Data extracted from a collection
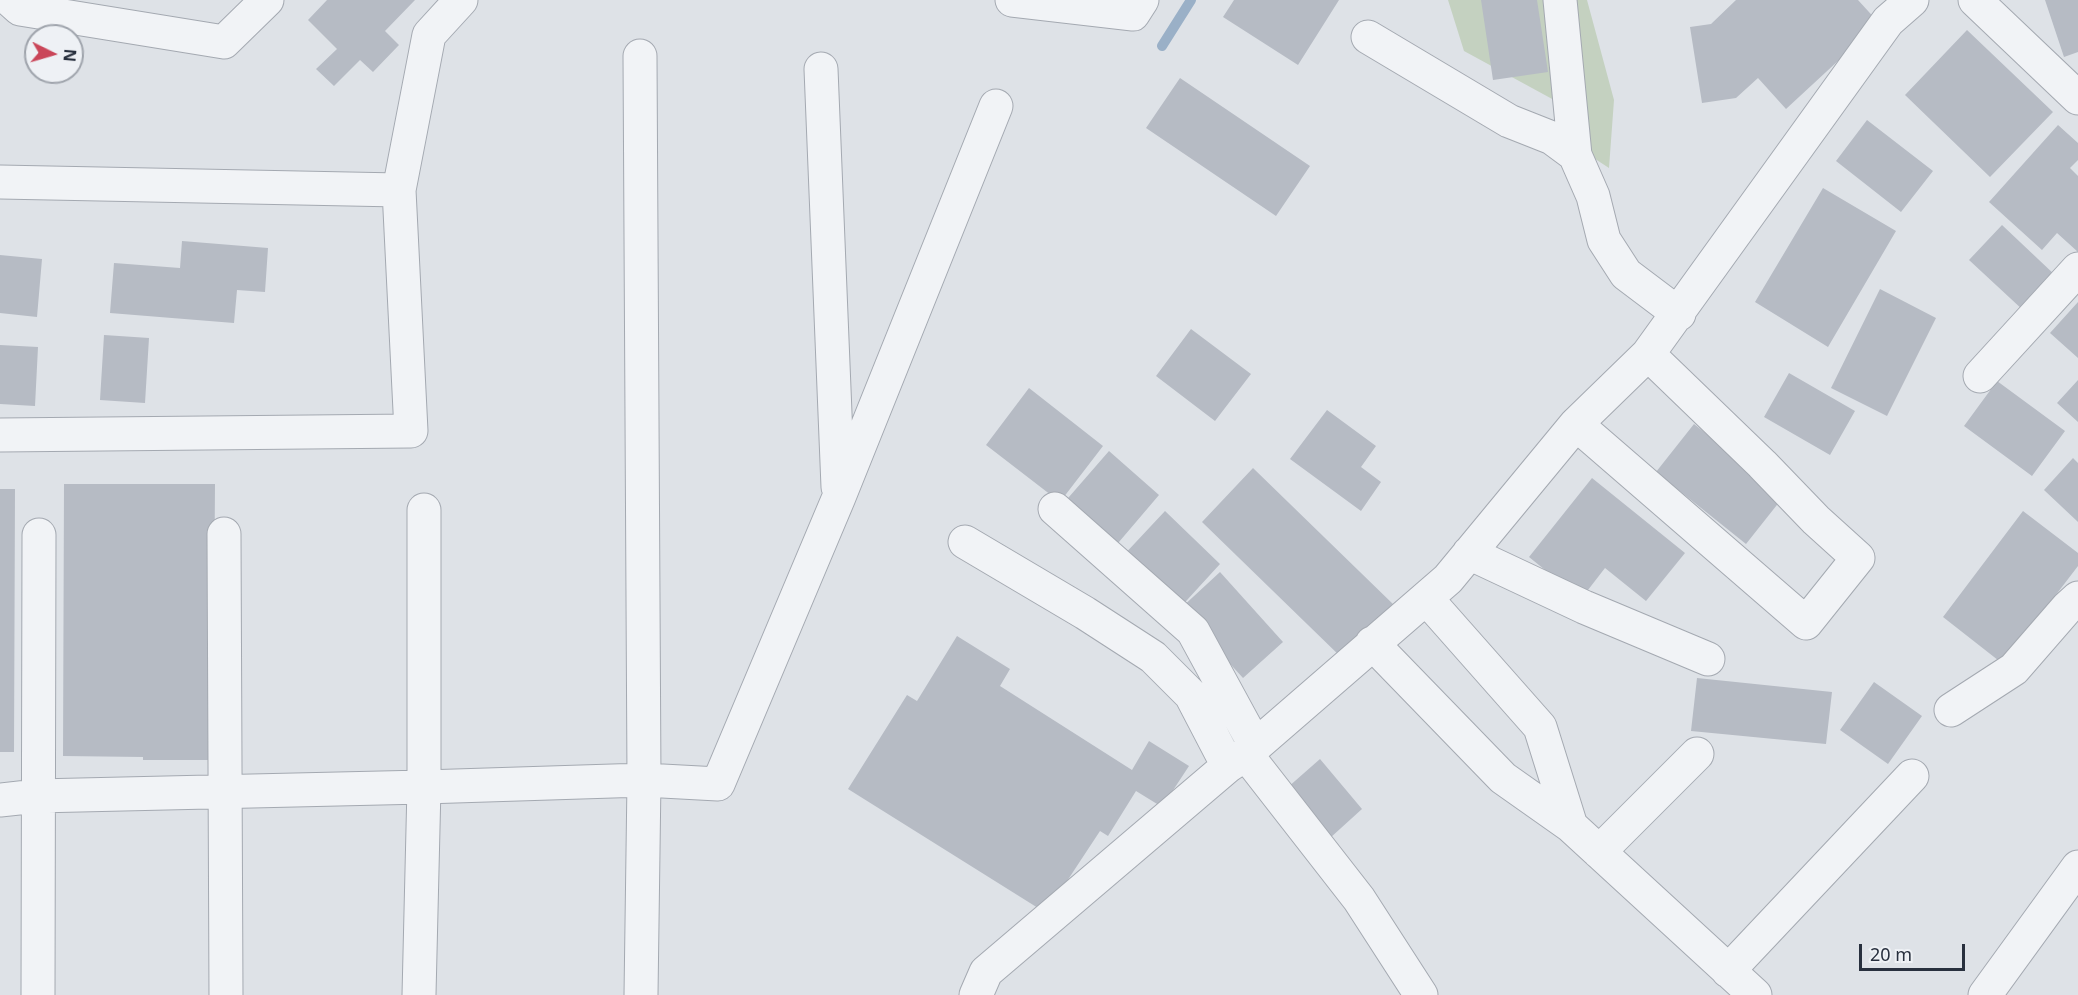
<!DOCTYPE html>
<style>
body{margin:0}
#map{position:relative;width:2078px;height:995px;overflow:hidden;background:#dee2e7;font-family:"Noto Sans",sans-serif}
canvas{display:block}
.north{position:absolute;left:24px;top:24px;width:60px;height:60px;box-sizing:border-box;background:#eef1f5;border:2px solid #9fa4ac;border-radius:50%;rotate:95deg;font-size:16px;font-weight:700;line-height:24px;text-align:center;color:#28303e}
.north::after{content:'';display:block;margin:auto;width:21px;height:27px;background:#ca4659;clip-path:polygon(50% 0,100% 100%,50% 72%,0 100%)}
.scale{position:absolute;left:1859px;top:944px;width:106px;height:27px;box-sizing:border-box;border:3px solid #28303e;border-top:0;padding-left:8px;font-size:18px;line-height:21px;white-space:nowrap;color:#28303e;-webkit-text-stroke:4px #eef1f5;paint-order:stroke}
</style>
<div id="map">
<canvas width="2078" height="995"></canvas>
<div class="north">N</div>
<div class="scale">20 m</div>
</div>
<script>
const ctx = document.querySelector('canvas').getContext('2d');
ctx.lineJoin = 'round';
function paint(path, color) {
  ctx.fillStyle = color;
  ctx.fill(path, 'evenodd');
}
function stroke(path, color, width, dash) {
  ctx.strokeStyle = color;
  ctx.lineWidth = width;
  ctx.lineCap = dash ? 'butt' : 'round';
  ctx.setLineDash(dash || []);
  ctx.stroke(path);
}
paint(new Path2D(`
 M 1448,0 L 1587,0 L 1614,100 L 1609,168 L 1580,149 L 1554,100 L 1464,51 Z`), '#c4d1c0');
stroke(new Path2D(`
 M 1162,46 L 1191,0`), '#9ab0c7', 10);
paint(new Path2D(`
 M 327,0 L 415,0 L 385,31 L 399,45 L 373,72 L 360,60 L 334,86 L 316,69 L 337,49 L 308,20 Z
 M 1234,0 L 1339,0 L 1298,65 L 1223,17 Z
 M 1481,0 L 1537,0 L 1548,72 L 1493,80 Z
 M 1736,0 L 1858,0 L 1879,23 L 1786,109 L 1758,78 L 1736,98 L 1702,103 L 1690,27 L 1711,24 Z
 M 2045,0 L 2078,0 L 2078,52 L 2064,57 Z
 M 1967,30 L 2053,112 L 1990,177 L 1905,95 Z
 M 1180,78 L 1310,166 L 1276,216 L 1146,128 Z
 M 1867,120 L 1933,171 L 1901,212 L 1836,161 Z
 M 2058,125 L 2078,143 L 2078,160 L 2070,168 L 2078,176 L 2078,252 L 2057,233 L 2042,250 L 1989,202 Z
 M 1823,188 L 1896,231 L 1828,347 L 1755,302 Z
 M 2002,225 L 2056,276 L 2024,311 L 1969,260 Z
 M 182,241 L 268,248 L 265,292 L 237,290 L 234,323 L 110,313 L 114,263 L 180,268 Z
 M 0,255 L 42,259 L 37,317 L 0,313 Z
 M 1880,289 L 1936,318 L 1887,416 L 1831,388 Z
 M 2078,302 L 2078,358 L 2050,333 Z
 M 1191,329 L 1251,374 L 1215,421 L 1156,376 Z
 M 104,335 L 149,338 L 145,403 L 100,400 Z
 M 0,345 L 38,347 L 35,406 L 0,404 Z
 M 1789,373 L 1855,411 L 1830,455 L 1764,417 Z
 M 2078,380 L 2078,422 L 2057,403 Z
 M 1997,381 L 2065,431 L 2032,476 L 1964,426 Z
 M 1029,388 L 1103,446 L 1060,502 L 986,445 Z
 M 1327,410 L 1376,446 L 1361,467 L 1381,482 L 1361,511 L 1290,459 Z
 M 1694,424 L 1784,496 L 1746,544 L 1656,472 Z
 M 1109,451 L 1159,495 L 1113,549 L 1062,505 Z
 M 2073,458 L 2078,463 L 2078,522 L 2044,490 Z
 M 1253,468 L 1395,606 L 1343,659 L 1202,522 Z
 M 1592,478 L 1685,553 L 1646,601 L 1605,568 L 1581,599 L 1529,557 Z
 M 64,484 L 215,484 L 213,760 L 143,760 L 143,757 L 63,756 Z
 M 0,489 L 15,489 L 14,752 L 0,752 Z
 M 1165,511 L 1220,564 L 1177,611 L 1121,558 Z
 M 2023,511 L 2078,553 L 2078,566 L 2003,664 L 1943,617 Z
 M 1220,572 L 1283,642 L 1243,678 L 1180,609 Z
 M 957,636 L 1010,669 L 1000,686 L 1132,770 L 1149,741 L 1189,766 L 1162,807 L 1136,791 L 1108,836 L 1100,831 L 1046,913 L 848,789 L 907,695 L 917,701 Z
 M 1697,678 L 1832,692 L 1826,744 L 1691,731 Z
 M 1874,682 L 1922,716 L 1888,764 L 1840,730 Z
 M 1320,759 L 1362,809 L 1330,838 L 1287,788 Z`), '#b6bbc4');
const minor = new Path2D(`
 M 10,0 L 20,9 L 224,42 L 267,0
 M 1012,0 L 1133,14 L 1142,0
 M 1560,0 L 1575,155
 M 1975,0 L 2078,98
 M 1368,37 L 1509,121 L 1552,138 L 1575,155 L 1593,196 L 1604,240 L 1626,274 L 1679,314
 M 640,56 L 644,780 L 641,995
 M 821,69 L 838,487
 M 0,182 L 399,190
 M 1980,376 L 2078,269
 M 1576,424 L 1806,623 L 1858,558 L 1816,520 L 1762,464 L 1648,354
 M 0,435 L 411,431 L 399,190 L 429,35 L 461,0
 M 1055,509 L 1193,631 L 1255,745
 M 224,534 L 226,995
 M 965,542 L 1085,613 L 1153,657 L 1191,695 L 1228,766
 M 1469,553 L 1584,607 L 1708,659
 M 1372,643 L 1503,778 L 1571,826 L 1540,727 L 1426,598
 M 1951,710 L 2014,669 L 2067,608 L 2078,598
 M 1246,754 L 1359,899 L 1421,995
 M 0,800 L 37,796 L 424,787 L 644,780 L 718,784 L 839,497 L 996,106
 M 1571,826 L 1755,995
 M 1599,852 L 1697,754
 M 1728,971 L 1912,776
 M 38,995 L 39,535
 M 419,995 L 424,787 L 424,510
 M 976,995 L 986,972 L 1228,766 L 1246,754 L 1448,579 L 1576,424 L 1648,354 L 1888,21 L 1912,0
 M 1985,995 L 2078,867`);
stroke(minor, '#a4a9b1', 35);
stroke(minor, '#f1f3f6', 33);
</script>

* * *

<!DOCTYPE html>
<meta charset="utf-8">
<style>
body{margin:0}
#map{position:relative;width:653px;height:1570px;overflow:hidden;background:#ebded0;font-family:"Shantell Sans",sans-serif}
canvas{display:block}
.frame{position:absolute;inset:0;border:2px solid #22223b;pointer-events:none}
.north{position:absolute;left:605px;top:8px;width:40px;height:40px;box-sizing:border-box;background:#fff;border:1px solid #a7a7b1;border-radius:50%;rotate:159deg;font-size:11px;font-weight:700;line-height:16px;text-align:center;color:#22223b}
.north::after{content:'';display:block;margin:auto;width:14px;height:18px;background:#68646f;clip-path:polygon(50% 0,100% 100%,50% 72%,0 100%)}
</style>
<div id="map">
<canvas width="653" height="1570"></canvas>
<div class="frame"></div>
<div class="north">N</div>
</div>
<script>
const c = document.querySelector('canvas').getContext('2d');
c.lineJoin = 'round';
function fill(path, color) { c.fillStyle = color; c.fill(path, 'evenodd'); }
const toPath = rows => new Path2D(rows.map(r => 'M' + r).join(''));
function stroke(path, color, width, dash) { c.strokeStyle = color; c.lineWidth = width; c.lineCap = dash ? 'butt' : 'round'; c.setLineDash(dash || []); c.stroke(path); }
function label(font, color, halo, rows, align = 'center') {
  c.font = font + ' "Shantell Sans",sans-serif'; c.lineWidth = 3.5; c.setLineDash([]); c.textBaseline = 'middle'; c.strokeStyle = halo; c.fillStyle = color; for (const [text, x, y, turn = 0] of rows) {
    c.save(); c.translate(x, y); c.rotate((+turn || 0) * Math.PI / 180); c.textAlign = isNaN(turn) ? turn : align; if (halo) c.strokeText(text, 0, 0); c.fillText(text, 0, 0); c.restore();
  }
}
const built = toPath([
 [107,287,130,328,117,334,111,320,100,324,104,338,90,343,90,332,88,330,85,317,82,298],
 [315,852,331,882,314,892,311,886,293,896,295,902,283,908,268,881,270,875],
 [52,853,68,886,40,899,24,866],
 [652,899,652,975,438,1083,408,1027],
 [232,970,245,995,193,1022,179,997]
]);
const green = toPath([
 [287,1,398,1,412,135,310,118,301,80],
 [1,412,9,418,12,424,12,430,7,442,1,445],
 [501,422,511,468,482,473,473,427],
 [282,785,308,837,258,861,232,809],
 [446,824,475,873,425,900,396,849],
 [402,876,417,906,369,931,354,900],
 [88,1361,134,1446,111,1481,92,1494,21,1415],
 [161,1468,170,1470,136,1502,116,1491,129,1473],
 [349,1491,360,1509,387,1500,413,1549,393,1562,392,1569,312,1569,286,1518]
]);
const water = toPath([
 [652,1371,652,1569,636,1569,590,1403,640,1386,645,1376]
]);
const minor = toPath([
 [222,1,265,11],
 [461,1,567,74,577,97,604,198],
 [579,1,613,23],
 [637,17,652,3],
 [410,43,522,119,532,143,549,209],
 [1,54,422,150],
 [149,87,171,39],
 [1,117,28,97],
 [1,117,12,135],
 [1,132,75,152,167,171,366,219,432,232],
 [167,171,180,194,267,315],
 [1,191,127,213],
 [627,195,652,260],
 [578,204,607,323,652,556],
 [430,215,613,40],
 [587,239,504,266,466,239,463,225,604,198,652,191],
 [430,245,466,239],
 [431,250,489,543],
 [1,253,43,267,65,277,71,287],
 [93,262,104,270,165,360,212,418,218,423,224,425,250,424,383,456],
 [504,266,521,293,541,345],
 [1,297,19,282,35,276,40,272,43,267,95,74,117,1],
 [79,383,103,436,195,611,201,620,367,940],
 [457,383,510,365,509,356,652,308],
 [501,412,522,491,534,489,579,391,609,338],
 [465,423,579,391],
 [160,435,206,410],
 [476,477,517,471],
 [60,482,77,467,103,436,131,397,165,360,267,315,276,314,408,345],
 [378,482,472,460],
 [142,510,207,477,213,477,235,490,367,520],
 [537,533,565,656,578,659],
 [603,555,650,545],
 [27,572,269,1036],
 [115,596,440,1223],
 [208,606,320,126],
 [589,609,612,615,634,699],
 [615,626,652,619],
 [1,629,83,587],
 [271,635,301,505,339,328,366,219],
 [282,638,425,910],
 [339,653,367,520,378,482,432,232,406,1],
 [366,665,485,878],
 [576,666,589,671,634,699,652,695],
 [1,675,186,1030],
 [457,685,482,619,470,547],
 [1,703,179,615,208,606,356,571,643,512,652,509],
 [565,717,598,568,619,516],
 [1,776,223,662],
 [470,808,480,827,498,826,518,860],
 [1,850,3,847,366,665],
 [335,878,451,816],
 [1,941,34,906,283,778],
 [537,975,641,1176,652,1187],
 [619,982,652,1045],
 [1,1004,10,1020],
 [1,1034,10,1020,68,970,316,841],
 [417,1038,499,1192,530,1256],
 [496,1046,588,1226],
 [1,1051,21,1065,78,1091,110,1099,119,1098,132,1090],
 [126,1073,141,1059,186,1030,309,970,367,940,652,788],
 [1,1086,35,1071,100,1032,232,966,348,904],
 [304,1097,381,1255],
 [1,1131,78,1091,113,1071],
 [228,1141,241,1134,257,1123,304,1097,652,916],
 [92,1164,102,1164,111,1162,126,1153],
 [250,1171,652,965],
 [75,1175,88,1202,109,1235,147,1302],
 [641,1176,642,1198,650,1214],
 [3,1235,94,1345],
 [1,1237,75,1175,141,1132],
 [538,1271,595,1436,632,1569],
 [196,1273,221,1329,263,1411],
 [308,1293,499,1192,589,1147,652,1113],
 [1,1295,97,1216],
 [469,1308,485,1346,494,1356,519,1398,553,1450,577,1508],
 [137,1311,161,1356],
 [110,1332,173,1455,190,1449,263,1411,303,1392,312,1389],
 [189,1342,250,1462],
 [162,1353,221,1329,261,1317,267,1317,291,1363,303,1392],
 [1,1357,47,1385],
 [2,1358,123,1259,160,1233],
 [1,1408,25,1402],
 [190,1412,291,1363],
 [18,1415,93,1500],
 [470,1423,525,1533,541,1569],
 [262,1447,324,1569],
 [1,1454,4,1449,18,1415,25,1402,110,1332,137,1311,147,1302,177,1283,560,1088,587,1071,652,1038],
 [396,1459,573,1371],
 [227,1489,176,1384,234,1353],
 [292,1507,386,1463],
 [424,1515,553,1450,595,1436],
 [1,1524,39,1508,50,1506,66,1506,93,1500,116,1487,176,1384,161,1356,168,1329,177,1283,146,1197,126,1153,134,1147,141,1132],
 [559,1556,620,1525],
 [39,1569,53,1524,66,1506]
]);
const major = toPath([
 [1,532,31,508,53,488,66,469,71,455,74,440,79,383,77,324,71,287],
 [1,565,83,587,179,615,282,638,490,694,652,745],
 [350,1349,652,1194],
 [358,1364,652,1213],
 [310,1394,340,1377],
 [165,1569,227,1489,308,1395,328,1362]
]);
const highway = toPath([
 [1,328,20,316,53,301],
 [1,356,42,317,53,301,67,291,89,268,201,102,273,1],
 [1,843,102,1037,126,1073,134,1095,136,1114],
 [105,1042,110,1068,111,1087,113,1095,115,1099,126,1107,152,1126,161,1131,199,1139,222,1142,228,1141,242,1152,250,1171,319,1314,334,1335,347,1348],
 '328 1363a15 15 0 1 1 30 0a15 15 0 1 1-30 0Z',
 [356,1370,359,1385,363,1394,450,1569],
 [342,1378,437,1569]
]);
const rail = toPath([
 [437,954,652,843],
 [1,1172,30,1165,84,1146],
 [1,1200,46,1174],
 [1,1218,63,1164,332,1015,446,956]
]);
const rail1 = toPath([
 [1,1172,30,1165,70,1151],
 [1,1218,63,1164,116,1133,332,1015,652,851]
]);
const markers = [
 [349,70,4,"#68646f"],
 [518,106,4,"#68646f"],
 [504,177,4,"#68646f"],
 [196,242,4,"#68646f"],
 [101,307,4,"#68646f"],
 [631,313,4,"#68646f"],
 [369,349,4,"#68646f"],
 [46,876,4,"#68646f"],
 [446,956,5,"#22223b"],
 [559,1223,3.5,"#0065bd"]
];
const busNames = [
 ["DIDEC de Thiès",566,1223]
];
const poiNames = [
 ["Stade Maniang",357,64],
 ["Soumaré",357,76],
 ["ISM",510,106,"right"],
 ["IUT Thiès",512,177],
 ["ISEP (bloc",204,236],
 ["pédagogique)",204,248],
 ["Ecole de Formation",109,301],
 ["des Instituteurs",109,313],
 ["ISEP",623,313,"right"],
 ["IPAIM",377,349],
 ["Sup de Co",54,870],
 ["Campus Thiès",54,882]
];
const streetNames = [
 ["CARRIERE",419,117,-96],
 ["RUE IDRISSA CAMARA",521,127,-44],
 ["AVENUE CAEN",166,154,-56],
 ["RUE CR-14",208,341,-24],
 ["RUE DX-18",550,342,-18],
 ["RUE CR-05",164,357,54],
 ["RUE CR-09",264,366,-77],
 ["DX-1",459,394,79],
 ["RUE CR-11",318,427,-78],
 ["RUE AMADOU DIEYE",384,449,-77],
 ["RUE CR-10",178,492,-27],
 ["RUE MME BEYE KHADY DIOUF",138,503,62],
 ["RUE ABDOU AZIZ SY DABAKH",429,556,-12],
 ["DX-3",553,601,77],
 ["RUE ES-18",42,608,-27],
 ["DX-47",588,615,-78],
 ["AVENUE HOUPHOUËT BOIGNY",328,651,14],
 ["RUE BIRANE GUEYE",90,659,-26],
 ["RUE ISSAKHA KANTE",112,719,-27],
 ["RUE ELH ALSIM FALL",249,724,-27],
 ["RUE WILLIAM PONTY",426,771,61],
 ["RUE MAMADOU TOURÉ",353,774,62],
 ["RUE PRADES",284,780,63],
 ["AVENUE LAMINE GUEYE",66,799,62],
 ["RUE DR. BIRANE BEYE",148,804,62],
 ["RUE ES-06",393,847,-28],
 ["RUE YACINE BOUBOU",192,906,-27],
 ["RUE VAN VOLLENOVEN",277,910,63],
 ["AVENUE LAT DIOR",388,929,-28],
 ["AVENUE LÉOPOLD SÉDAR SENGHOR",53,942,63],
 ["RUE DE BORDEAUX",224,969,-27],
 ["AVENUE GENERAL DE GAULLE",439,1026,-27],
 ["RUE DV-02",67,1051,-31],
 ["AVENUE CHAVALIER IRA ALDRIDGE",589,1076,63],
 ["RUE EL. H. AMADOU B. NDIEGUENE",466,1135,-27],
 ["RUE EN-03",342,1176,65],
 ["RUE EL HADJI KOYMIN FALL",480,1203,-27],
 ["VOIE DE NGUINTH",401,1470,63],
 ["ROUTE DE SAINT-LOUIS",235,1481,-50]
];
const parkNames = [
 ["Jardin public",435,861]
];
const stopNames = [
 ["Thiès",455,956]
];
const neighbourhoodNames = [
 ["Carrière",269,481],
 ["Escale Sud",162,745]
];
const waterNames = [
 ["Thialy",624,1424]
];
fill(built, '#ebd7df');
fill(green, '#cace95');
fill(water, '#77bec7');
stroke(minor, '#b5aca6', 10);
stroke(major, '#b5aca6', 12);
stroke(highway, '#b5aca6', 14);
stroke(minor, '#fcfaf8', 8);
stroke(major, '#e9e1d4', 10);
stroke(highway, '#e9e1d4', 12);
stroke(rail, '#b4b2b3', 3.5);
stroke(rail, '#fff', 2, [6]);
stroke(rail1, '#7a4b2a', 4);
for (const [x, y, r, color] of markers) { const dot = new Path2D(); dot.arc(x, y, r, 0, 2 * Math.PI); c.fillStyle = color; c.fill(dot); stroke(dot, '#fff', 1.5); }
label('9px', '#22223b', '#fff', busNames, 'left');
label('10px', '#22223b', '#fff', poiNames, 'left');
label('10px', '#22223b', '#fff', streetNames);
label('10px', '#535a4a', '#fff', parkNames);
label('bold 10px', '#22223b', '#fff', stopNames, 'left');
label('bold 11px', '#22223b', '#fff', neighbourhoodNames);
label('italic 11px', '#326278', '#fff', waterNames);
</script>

> [Work order]:
Whenever the word "strokeStyle" shows up in a line of the entries, list that line.

> [Answer area]:
  ctx.strokeStyle = color;
function stroke(path, color, width, dash) { c.strokeStyle = color; c.lineWidth = width; c.lineCap = dash ? 'butt' : 'round'; c.setLineDash(dash || []); c.stroke(path); }
  c.font = font + ' "Shantell Sans",sans-serif'; c.lineWidth = 3.5; c.setLineDash([]); c.textBaseline = 'middle'; c.strokeStyle = halo; c.fillStyle = color; for (const [text, x, y, turn = 0] of rows) {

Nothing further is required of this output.